Earlier this year, a number of analysts and insiders spooked the film industry by predicting that the 3-D bubble had burst -- at least domestically. Audiences had finally wised up to the fact they didn't need to pay huge upcharges to watch a movie that oftentimes wasn't a fit for the extra dimension in the first place. Now comes a new experience that looks to get people back into theaters. Can "4DX" succeed where 3-D failed?
Seoul-based 4-D company CJ 4DPlex has slowly begun bringing its "4DX" theaters to the U.S., and with it an enhanced way to watch a movie. In addition to taking place in a "RealD 3D" theater, each seat is able to tilt, shake, and vibrate to match what is happening onscreen. Every one of the 100-plus seats is also equipped with "4D" effects such as spraying audiences with water, pelting them with air and other immersive elements.
Essentially, it's marrying a theme-park ride with the regular theater experience. The format has its charms, but also has its costs. These cinemas carry a price tag of $26.80 per seat, which is a $8 upcharge, on average. For now, audiences are willing to pay for the technology, as it is still a novelty. In fact, all 15 performances at the inaugural theater in Los Angeles' famed L.A. Live complex sold out, and many future showings are expected to do the same.
Domestic vs. international
Overall, the company has 16,000 of these unique seats in 109 theaters across 26 countries including China, Korea, and Mexico. The Los Angeles theater is the first foray into American cities, and there are eyes on opening more, based on what executives hope are positive results.
This could be a risky business model, given the preferences of U.S. audiences.
International moviegoers are the ones who love 3-D, and those foreign receipts have often bailed out studios that have released underperforming films. Stateside, it's still a question for executives to wrestle with. Many feel that not going the 3-D route is leaving money on table, even if a large share of audiences balk at the finished product.
Many factors have to be considered, especially in the 4DX conversation. First, look at the price and imagine a family of four going to a theater. They could probably go every few months, but any more frequent and it would get very expensive, very fast. Parents are not likely going to be in a rush to spend that kind of money, and other typical moviegoers may be just as hesitant.
In addition to cost, U.S. audiences have soured on the format because of quality concerns. Some studios shoot films in 2-D and then pay to convert it. This saves money, but it also dulls the appearance and oftentimes doesn't truly add anything to the movie or the experience.
According to a report posted by Deadline.com back in the beginning of the year, 3-D showings of movies are expected to account for just 39% of the total box office in 2014 (for films released in 3-D). The data pulled together by Morgan Stanley's Benjamin Swinburne shows that number is a seven-year low, as it was previously estimated at 42% in 2013 and as high as 53% in 2012.

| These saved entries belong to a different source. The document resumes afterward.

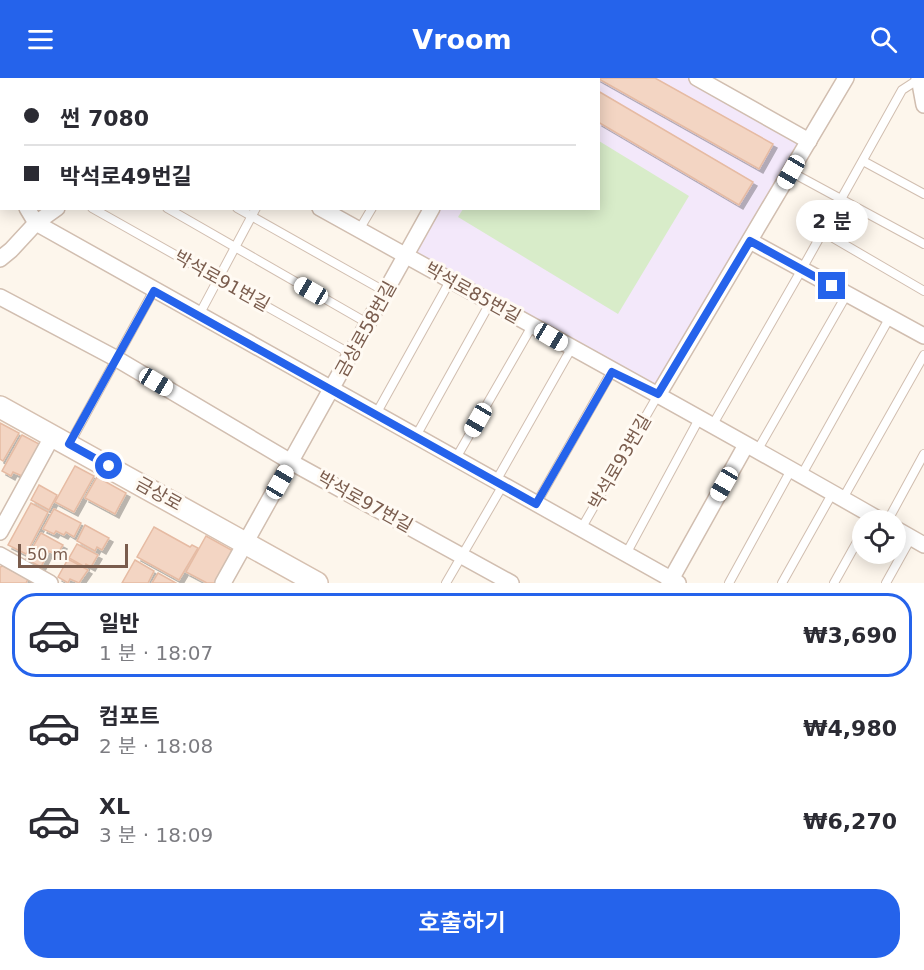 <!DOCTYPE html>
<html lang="ko">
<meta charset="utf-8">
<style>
body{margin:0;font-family:"DejaVu Sans","Noto Sans KR",sans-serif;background:#f7f7f7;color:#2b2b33;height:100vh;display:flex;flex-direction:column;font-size:22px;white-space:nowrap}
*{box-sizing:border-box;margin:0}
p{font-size:20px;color:#7c7c81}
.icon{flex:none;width:33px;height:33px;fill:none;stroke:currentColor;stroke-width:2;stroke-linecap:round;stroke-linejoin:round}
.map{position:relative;height:505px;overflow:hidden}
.side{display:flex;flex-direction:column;background:#fff;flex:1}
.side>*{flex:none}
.banner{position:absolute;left:0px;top:0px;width:600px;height:132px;box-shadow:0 3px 15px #0003;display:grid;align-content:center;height:132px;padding:0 24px;background:#fff}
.buttons{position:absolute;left:852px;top:432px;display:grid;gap:12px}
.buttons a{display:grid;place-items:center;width:54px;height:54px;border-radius:50%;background:#fff;box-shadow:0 3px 15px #0003;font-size:30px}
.scale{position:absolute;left:18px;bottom:15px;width:110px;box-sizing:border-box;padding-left:6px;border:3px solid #7a5c4d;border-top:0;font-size:16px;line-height:21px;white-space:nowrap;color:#7a5c4d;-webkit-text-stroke:4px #fffaf3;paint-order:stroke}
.end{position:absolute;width:27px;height:27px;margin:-14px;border:8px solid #2563eb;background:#fff;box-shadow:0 0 0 3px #fff}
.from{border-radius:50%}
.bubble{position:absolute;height:42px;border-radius:21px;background:#fff;box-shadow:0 3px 15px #0003;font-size:20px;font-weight:600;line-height:42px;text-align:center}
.car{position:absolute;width:18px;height:36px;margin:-18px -9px;border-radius:8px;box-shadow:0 0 4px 2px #0007;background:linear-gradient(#fff 24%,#345 0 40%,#fff 0 76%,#345 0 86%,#fff 0)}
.banner b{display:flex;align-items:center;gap:21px;height:57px;font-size:22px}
.banner b+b{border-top:2px solid #e1e1e2}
.banner i{width:15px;height:15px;background:#2b2b33}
ul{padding:10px 0 0;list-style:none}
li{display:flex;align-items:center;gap:18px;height:84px;margin:0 12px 9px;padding:0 12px;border:3px solid transparent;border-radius:24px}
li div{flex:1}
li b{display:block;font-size:22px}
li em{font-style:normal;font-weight:600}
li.active{border-color:#2563eb}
li>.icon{width:54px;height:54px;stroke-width:1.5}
.action{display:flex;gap:12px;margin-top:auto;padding:12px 24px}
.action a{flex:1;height:69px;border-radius:24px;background:#2563eb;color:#fff;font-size:24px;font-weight:600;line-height:69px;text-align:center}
header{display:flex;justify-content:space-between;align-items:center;height:78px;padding:0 24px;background:#2563eb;color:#fff;font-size:27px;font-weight:600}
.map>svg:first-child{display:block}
</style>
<header><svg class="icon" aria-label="menu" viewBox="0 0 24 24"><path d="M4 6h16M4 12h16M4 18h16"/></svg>Vroom<svg class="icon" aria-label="search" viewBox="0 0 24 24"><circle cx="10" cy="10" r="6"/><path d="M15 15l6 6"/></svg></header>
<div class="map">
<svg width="924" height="505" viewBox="0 0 924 505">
<defs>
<filter id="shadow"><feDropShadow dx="4" dy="4" stdDeviation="0" flood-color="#0004"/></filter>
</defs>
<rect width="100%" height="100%" fill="#fdf6ec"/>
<polygon fill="#f3e8fa" points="507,0 695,0 806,63 656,312 413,176 437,131 598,130 598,2 507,1"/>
<polygon fill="#d8ecc9" points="599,63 689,118 618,236 458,139 463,131 598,130"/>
<g fill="#f3d5c3" stroke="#e6bba3" stroke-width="1.5" filter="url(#shadow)">
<polygon points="597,0 655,0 773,66 759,91"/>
<polygon points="598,13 753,104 739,127 598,44"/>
<polygon points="0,345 19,355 3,383 0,381"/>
<polygon points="22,357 41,367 22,398 13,394 11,398 2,393"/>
<polygon points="75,388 94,398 74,434 55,424"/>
<polygon points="97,399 126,415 115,436 85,420"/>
<polygon points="39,407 57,417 49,432 31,422"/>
<polygon points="31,425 48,434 26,476 8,467"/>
<polygon points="54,431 81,445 74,459 66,454 64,457 56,453 54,456 43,451"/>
<polygon points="85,447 109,460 102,472 97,469 95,473 77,463"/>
<polygon points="154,449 190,469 192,467 198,470 179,502 137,479"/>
<polygon points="41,455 63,467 57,477 49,473 41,489 26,481"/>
<polygon points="206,458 235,474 218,505 207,505 186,494"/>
<polygon points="77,466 98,477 91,489 86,486 85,489 69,480"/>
<polygon points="68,481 88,492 79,505 70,501 68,505 58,499"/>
<polygon points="135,482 154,493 148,505 122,505"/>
<polygon points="3,488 28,501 26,505 0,505 0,489"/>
<polygon points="158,495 176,505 152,505"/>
</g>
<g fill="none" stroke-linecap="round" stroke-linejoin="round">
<defs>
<g id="lane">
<polyline points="265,0 267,2"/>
<polyline points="75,2 77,0"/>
<polyline points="333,2 334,0"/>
<polyline points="390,2 391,0"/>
<polyline points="0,61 2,59"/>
<polyline points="863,83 924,116"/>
<polyline points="791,94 924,166"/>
<polyline points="92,130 351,276"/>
<polyline points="167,130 369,246"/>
<polyline points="237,130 386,214"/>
<polyline points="359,152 372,130"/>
<polyline points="823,154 924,213"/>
<polyline points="199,237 256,130"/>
<polyline points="376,336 450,203"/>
<polyline points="712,348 802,191 902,12 919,1"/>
<polyline points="416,358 490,225"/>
<polyline points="70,365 154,212"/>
<polyline points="757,373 847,216"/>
<polyline points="456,380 532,248"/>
<polyline points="801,398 890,239"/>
<polyline points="496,403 571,271"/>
<polyline points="842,422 924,277"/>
<polyline points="536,426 612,293"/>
<polyline points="888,442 924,376"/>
<polyline points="581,451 658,317"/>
<polyline points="626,476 699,341"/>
<polyline points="446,505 503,407"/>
<polyline points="729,505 791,392"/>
<polyline points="782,505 832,416"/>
<polyline points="834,505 862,455"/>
<polyline points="886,505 911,460"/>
</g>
<g id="street">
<polyline points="135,0 137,2"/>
<polyline points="431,0 434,2"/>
<polyline points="697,0 809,63"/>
<polyline points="919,0 924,27"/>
<polyline points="226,2 228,0"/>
<polyline points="505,2 506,0"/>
<polyline points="0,87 2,89"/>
<polyline points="27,130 36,145 678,505"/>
<path d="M320,130C507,234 695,336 880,442"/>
<polyline points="750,163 924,258"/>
<polyline points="0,181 11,172 36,145 57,130"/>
<polyline points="0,219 117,281 291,384 511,505"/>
<polyline points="658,317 846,0"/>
<polyline points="896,451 924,467"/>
<polyline points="0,454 53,357"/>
<polyline points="0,477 50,505"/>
<polyline points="223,505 432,130"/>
<polyline points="669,505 746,367"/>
</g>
<polyline id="secondary" points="0,329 317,505"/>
</defs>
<use href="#lane" stroke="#d1beb0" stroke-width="10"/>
<use href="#street" stroke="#d1beb0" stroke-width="18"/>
<use href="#secondary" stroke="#d6c0b0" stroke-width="24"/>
<use href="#lane" stroke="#fff" stroke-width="8"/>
<use href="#street" stroke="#fff" stroke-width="15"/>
<use href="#secondary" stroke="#fff" stroke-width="21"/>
</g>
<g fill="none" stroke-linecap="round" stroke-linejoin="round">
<polyline stroke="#2563eb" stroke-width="8" points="109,388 69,366 154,213 536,426 612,294 658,316 750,163 832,208"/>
</g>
<g text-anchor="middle" stroke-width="6" stroke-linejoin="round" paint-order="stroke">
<g font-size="18" fill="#7a5c4d" stroke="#fffaf3">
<text transform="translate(222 203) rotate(29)" y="6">박석로91번길</text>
<text transform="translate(473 215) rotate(29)" y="6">박석로85번길</text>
<text transform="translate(366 251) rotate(-61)" y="6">금상로58번길</text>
<text transform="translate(620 384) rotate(-60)" y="6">박석로93번길</text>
<text transform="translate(159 416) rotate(29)" y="6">금상로</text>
<text transform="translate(365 424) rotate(29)" y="6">박석로97번길</text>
</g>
</g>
</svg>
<div class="buttons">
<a><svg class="icon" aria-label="locate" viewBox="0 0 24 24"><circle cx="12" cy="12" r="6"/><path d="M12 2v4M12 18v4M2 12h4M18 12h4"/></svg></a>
</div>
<div class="scale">50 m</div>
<i class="end from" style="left:109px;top:388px"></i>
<i class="end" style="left:832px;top:208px"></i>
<div class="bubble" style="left:796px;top:122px;width:72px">2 분</div>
<i class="car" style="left:791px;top:94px;rotate:210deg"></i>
<i class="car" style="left:311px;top:213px;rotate:300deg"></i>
<i class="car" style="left:551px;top:259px;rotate:121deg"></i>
<i class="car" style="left:156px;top:304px;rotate:121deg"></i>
<i class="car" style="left:478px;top:342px;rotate:210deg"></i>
<i class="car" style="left:280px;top:404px;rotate:30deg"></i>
<i class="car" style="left:724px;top:406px;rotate:210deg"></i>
<div class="banner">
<b><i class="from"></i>썬 7080</b>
<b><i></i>박석로49번길</b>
</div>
</div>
<section class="side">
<ul>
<li class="active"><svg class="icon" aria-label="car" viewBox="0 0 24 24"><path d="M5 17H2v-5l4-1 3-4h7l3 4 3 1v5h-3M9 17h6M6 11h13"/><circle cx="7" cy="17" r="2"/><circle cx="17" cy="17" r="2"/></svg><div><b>일반</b><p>1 분 · 18:07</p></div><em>₩3,690</em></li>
<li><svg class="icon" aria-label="car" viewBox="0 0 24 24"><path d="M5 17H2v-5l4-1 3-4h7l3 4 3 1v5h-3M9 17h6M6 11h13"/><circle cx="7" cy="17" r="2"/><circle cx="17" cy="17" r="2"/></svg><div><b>컴포트</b><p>2 분 · 18:08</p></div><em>₩4,980</em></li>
<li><svg class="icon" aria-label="car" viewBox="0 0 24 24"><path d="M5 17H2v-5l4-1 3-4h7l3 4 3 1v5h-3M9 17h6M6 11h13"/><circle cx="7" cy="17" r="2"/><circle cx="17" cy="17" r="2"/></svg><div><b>XL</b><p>3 분 · 18:09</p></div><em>₩6,270</em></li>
</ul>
<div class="action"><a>호출하기</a></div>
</section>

That could be a challenge the company may not be able to overcome, but in an interview with The Hollywood Reporter, CJ Chief Marketing Officer Brandon Choi defended its strategy by reminding people the model works for a wide variety of films. He told the reporter that "it doesn't have to been action-oriented; it's about immersion." For something like last year's Oscar-winning film Gravity, he's completely right, but Gravity is a outlier, as most 3-D films are popcorn flicks, not soul-searching dramas with eyes set on a date with Oscar.
As for CJ's business plan, the $8 premium is split between the company, the studio distributing the picture, and AEG, which owns the L.A. Live complex. On top of that, the installation costs, which are split with the client, come into play. Those could range from fairly low to as high as $2 million, based on the theater. It seems like a lot of work for not as much profit, at least on CJ's end, as it also has to create the specialized experiences to match up with the specific movie.
It's easy to see why studios are participating, as it is an added revenue that takes little additional effort. At this point, executives have proven they are up for almost anything. Recently, distributors like Sony (NYSE:SNE) and Warner Brothers, a subsidiary of Time Warner (NYSE:TWX.DL), even tested releasing 3-D versions of 2-D films like RoboCop and Transcendence exclusively for overseas markets to turn more of a profit.
On paper, adding a 4-D option to more successful movies like Paramount's Transformers: Age of Extinction and Noah can only help their financial bottom line and possibly help lure audiences away from their fancy home entertainment centers. But realistically, it could also be just a small fix to a bigger problem. We'll know which one it is soon enough.